BEGIN RECORDS

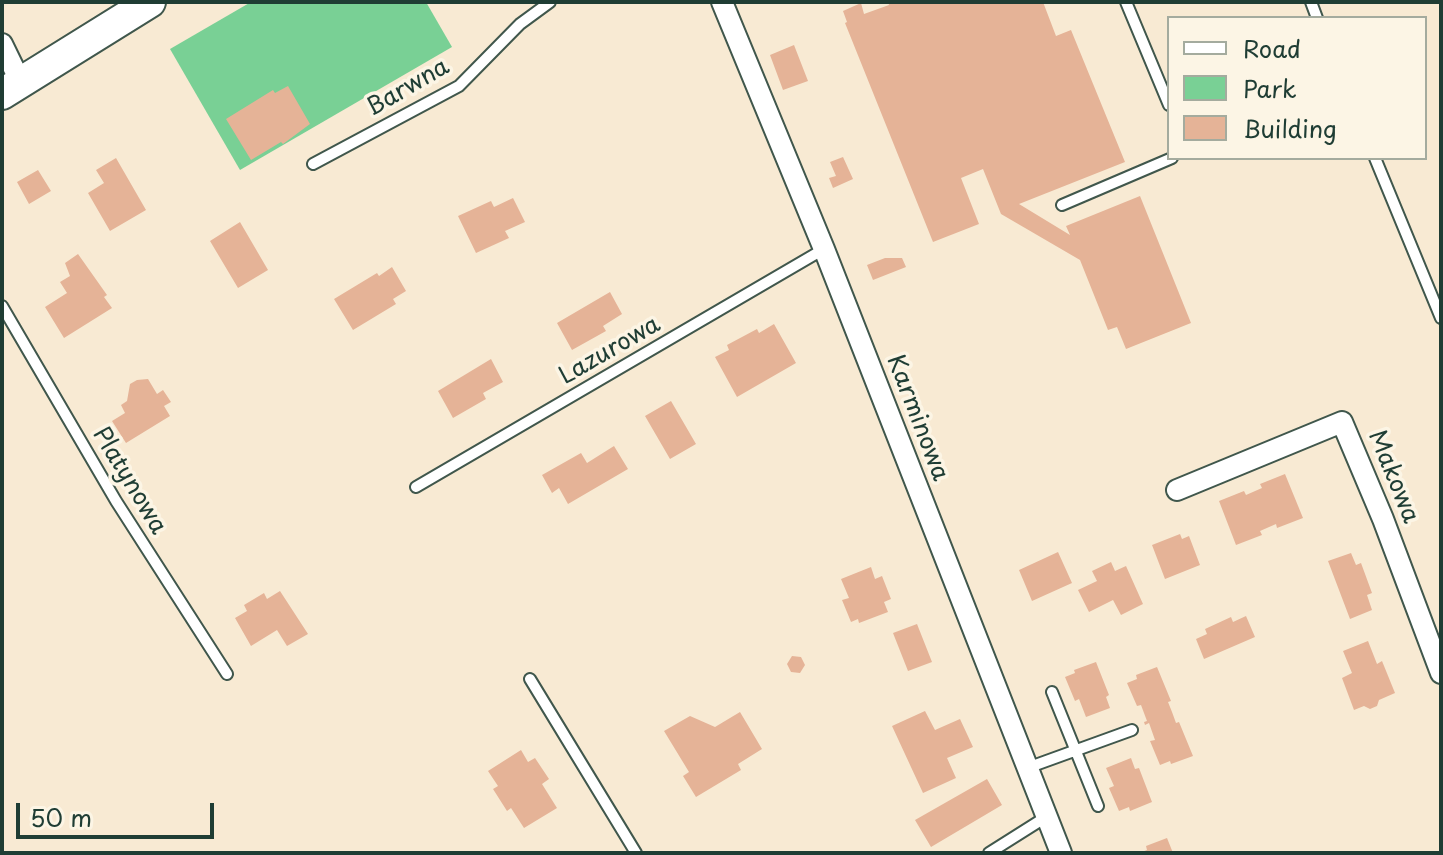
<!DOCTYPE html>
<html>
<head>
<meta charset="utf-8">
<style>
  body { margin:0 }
  #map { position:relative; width:1443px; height:855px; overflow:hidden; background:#f8ead3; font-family:"Playpen Sans",sans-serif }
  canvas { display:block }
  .frame { position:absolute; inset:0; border:4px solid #1f3d34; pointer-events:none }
  .legend { position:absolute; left:1167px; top:16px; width:260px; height:144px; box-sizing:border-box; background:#fcf5e5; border:2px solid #a4ab9e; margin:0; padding:10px 14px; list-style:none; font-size:24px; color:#1f3d34 }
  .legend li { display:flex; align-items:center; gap:16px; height:40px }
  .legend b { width:40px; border:2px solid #a4ab9e }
  .scale { position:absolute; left:16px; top:803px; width:198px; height:36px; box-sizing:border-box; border:4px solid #1f3d34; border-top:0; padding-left:10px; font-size:24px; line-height:28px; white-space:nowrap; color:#1f3d34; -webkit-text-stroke:6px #fcf5e5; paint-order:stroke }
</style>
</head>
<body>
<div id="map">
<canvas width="1443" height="855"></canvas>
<div class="frame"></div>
<ul class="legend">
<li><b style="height:10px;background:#fff"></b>Road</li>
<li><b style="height:22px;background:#79d095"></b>Park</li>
<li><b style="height:22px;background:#e5b397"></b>Building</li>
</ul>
<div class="scale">50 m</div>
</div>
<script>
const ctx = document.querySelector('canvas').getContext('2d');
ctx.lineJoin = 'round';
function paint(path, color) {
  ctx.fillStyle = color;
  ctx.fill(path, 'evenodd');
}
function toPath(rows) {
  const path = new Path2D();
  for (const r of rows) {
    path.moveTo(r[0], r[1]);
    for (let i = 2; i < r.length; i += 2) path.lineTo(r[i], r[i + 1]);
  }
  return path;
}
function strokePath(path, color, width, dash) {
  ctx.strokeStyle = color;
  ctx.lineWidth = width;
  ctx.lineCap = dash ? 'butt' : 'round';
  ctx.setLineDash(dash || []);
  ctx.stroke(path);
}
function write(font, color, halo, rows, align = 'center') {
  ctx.font = font + ' "Playpen Sans",sans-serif';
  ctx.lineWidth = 7;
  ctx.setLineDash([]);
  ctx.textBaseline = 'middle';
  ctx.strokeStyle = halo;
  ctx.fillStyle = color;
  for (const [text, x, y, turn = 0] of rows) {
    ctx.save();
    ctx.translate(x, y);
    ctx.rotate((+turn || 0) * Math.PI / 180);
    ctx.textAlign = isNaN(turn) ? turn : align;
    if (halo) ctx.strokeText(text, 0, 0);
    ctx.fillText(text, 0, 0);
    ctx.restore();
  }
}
paint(toPath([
  [251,2,426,2,452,47,240,170,170,49]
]), '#79d095');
paint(toPath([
  [888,2,1043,2,1056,36,1071,30,1125,162,1019,204,1070,235,1066,226,1140,196,1191,323,1126,349,1117,327,1108,330,1080,260,1001,214,983,169,961,178,979,224,933,242,845,23,847,22,843,11,861,3,864,14,889,5],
  [794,45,808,81,783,90,770,55],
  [288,86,310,124,283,144,281,142,251,160,226,119,273,90,275,93],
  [843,157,853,179,833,188,829,178,836,176,830,162],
  [116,158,146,210,110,231,88,193,104,183,96,170],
  [38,170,51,191,29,204,17,182],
  [513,198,525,222,505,231,509,238,476,253,458,216,491,201,494,207],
  [240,222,268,270,238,288,210,241],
  [78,254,107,295,104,297,112,308,64,338,45,307,67,293,60,282,70,276,65,263],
  [885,258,902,258,906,267,873,280,867,265],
  [392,267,406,291,393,299,396,304,353,330,334,299,377,273,379,276],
  [610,292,622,314,603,326,606,331,572,350,557,323],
  [774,324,796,363,737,397,715,357,729,350,727,345,757,329,759,333],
  [491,359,503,382,483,393,486,399,453,418,438,391],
  [148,379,157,394,163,390,171,402,164,406,170,416,126,443,112,421,125,413,121,405,127,401,130,384,137,380],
  [671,401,696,444,670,459,645,416],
  [614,446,628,469,568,504,559,488,552,493,542,475,581,453,587,463],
  [1285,474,1303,518,1277,528,1276,524,1260,531,1262,535,1236,545,1219,501,1244,491,1246,495,1262,488,1260,484],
  [1180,534,1182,539,1189,536,1200,565,1165,579,1152,545],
  [1058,552,1072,583,1032,601,1019,570],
  [1351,553,1356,565,1361,563,1372,593,1367,595,1372,610,1350,619,1328,561],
  [1111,562,1115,571,1126,566,1143,604,1121,615,1113,600,1089,612,1078,590,1097,581,1092,571],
  [871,567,875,579,882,576,891,599,884,602,888,612,859,623,858,619,851,622,842,600,849,598,841,579],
  [280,591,308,634,287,646,277,630,251,646,235,618,247,611,244,605,264,593,267,599],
  [1246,616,1255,637,1204,659,1196,639,1207,634,1205,629,1231,617,1233,622],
  [917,624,932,662,908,671,893,633],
  [1368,641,1377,664,1382,661,1395,693,1379,700,1377,706,1370,709,1364,706,1354,710,1342,678,1352,673,1343,651],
  [792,656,801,657,805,665,800,673,791,672,787,664],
  [1096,662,1109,695,1106,697,1110,708,1086,717,1079,699,1075,701,1065,677,1075,673,1074,670],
  [1157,667,1171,701,1168,702,1172,712,1176,723,1179,722,1193,756,1171,764,1170,761,1160,765,1150,741,1155,740,1149,723,1145,725,1144,722,1147,721,1141,705,1137,706,1127,683,1137,679,1136,675],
  [925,711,935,730,960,719,973,747,947,758,956,778,923,793,892,726],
  [740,712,762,749,738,764,741,770,696,797,683,776,689,772,664,731,690,716,715,727],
  [521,750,528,762,535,758,549,779,542,784,557,808,524,828,511,808,507,811,493,789,498,786,488,771],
  [1131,758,1135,769,1139,768,1152,802,1130,811,1129,807,1119,811,1109,788,1114,786,1106,768],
  [987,779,1002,805,931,847,915,820],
  [1167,838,1173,853,1139,853,1147,850,1146,846]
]), '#e5b397');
const lane = toPath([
  [1126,2,1169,105],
  [1311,2,1317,18],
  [1375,158,1441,318],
  [313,164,459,86,520,24,550,2],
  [1062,205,1172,158],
  [2,306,116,501,227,674],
  [416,487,824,249],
  [530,679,636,853],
  [1052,692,1098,806],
  [1027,768,1132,730],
  [989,853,1046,817]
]);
const street = toPath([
  [722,2,824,249,1061,853],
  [2,44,20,81],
  [1177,490,1342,422,1383,519,1441,673]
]);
const secondary = toPath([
  [2,94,150,2]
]);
strokePath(lane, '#40574c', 14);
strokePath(street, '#40574c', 24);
strokePath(secondary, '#40574c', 34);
strokePath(lane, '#fff', 10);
strokePath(street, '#fff', 20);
strokePath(secondary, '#fff', 30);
write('24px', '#1f3d34', '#fcf5e5', [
  ["Barwna",408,88,-30],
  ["Lazurowa",610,351,-30],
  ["Karminowa",917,418,69],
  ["Makowa",1393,477,68],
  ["Platynowa",129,481,59]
]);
</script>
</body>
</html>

END RECORDS

What should be set down is every line from the opening of the records through the line that contains "ctx.lineJoin = 'round';", exactly, with pictures left out.

<!DOCTYPE html>
<html>
<head>
<meta charset="utf-8">
<style>
  body { margin:0 }
  #map { position:relative; width:1443px; height:855px; overflow:hidden; background:#f8ead3; font-family:"Playpen Sans",sans-serif }
  canvas { display:block }
  .frame { position:absolute; inset:0; border:4px solid #1f3d34; pointer-events:none }
  .legend { position:absolute; left:1167px; top:16px; width:260px; height:144px; box-sizing:border-box; background:#fcf5e5; border:2px solid #a4ab9e; margin:0; padding:10px 14px; list-style:none; font-size:24px; color:#1f3d34 }
  .legend li { display:flex; align-items:center; gap:16px; height:40px }
  .legend b { width:40px; border:2px solid #a4ab9e }
  .scale { position:absolute; left:16px; top:803px; width:198px; height:36px; box-sizing:border-box; border:4px solid #1f3d34; border-top:0; padding-left:10px; font-size:24px; line-height:28px; white-space:nowrap; color:#1f3d34; -webkit-text-stroke:6px #fcf5e5; paint-order:stroke }
</style>
</head>
<body>
<div id="map">
<canvas width="1443" height="855"></canvas>
<div class="frame"></div>
<ul class="legend">
<li><b style="height:10px;background:#fff"></b>Road</li>
<li><b style="height:22px;background:#79d095"></b>Park</li>
<li><b style="height:22px;background:#e5b397"></b>Building</li>
</ul>
<div class="scale">50 m</div>
</div>
<script>
const ctx = document.querySelector('canvas').getContext('2d');
ctx.lineJoin = 'round';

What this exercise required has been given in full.